◆ **Description of the task**: Copy out the data word for word, without any of its pictures.

◆ **Supplied data**:
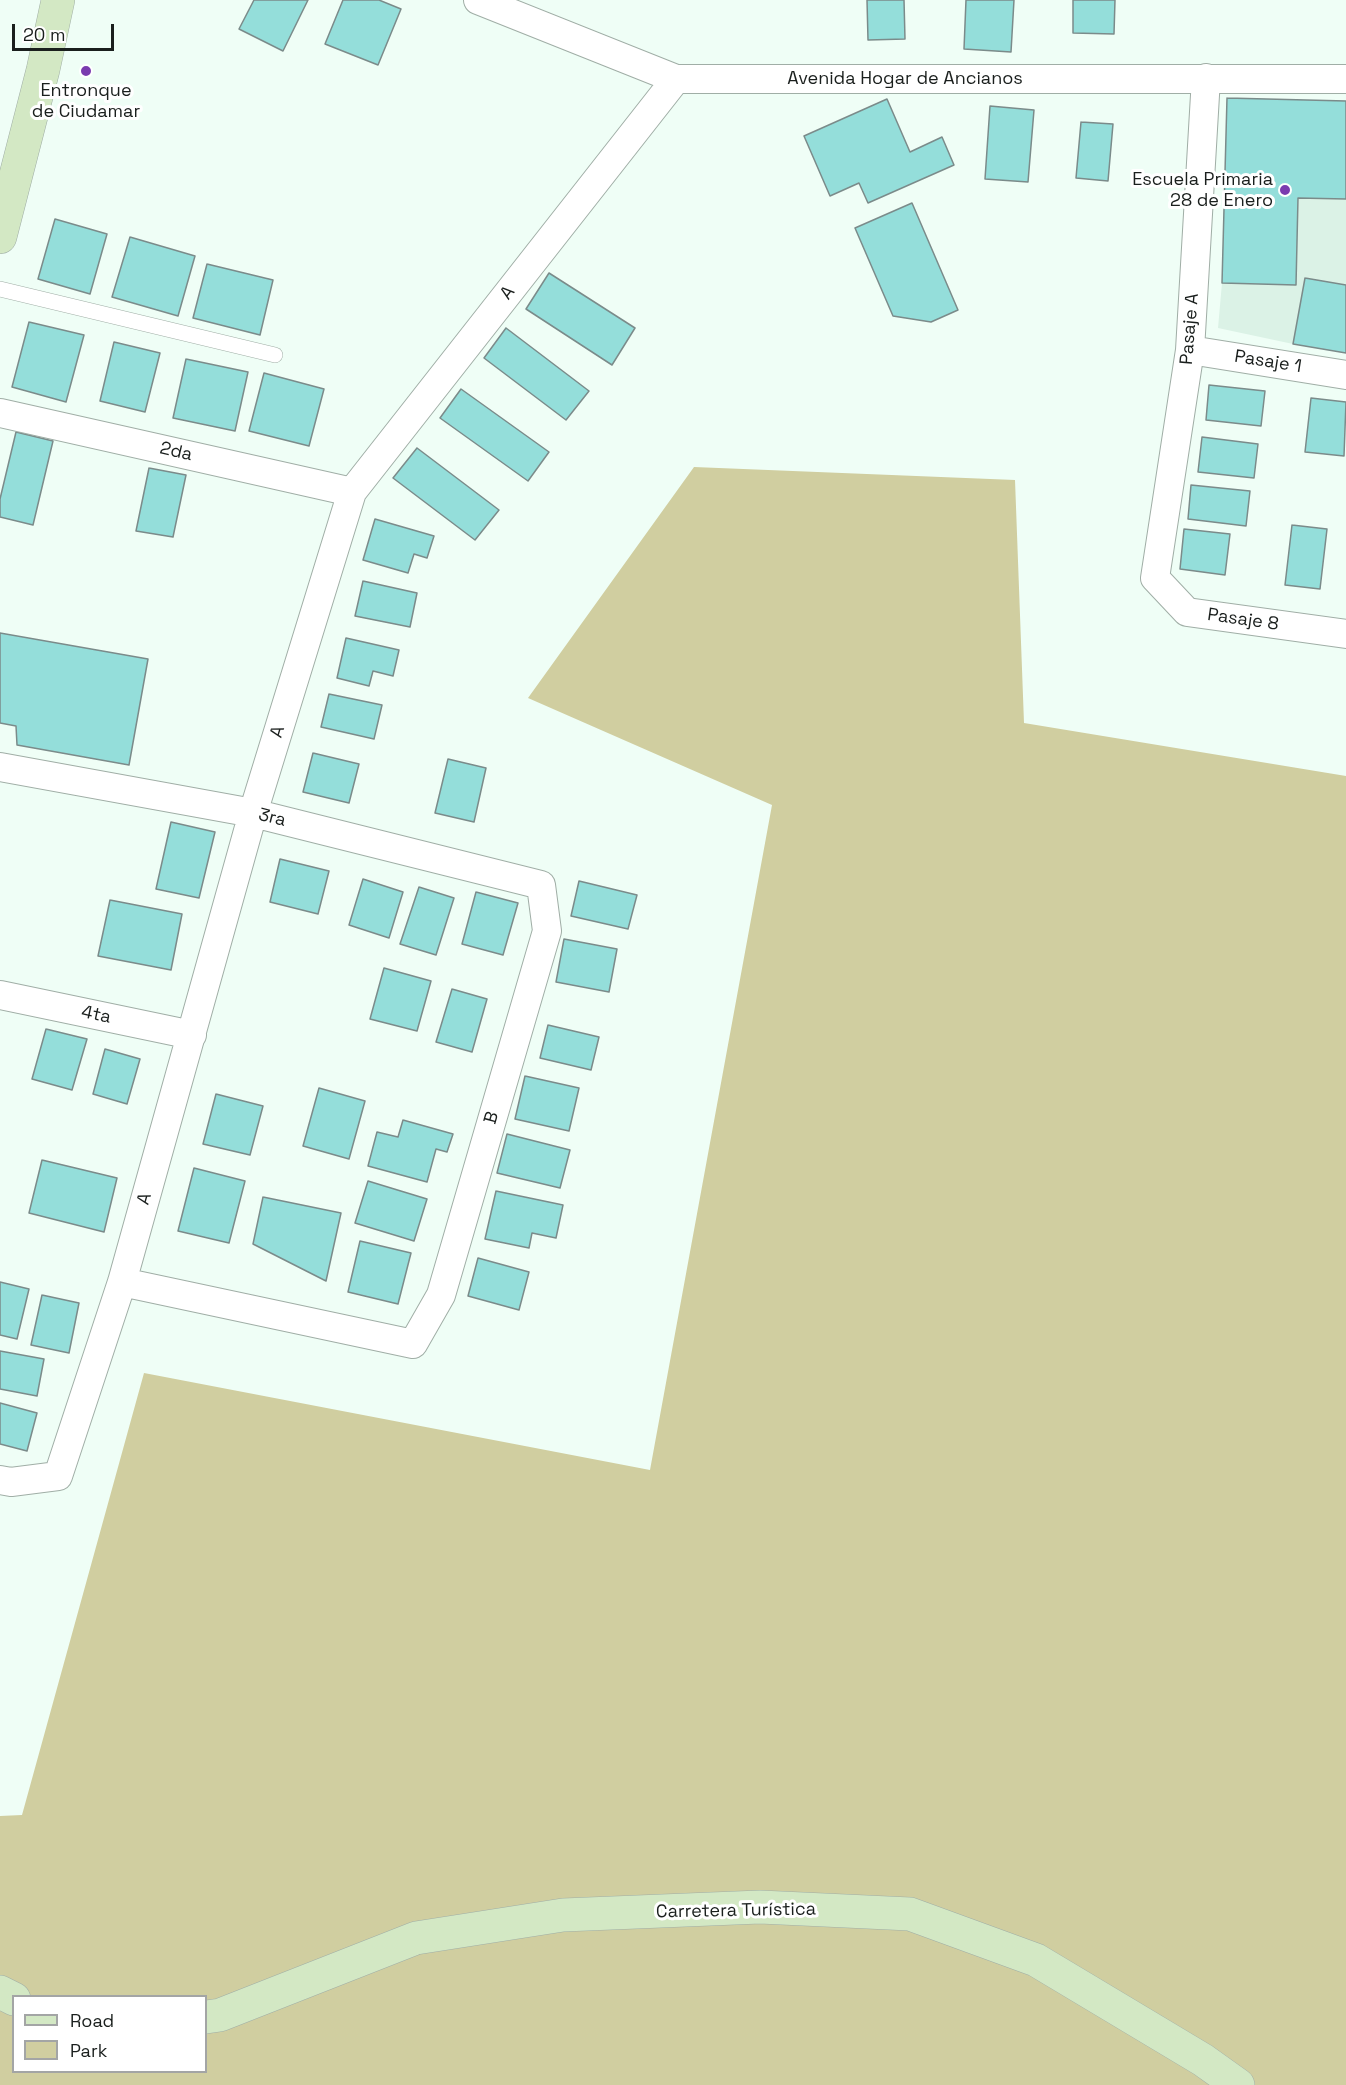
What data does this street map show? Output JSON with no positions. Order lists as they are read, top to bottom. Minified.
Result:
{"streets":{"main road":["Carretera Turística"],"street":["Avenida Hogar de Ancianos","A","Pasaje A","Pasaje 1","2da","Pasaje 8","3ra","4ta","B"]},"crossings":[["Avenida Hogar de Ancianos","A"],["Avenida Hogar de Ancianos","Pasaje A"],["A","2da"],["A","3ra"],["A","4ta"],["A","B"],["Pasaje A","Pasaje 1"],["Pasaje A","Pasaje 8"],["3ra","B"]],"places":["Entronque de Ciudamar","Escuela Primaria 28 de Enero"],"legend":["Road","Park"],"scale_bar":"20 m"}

◆ **The answer**:
What data does this street map show? Output JSON with no positions. Order lists as they are read, top to bottom. Minified.
Result:
{"streets":{"main road":["Carretera Turística"],"street":["Avenida Hogar de Ancianos","A","Pasaje A","Pasaje 1","2da","Pasaje 8","3ra","4ta","B"]},"crossings":[["Avenida Hogar de Ancianos","A"],["Avenida Hogar de Ancianos","Pasaje A"],["A","2da"],["A","3ra"],["A","4ta"],["A","B"],["Pasaje A","Pasaje 1"],["Pasaje A","Pasaje 8"],["3ra","B"]],"places":["Entronque de Ciudamar","Escuela Primaria 28 de Enero"],"legend":["Road","Park"],"scale_bar":"20 m"}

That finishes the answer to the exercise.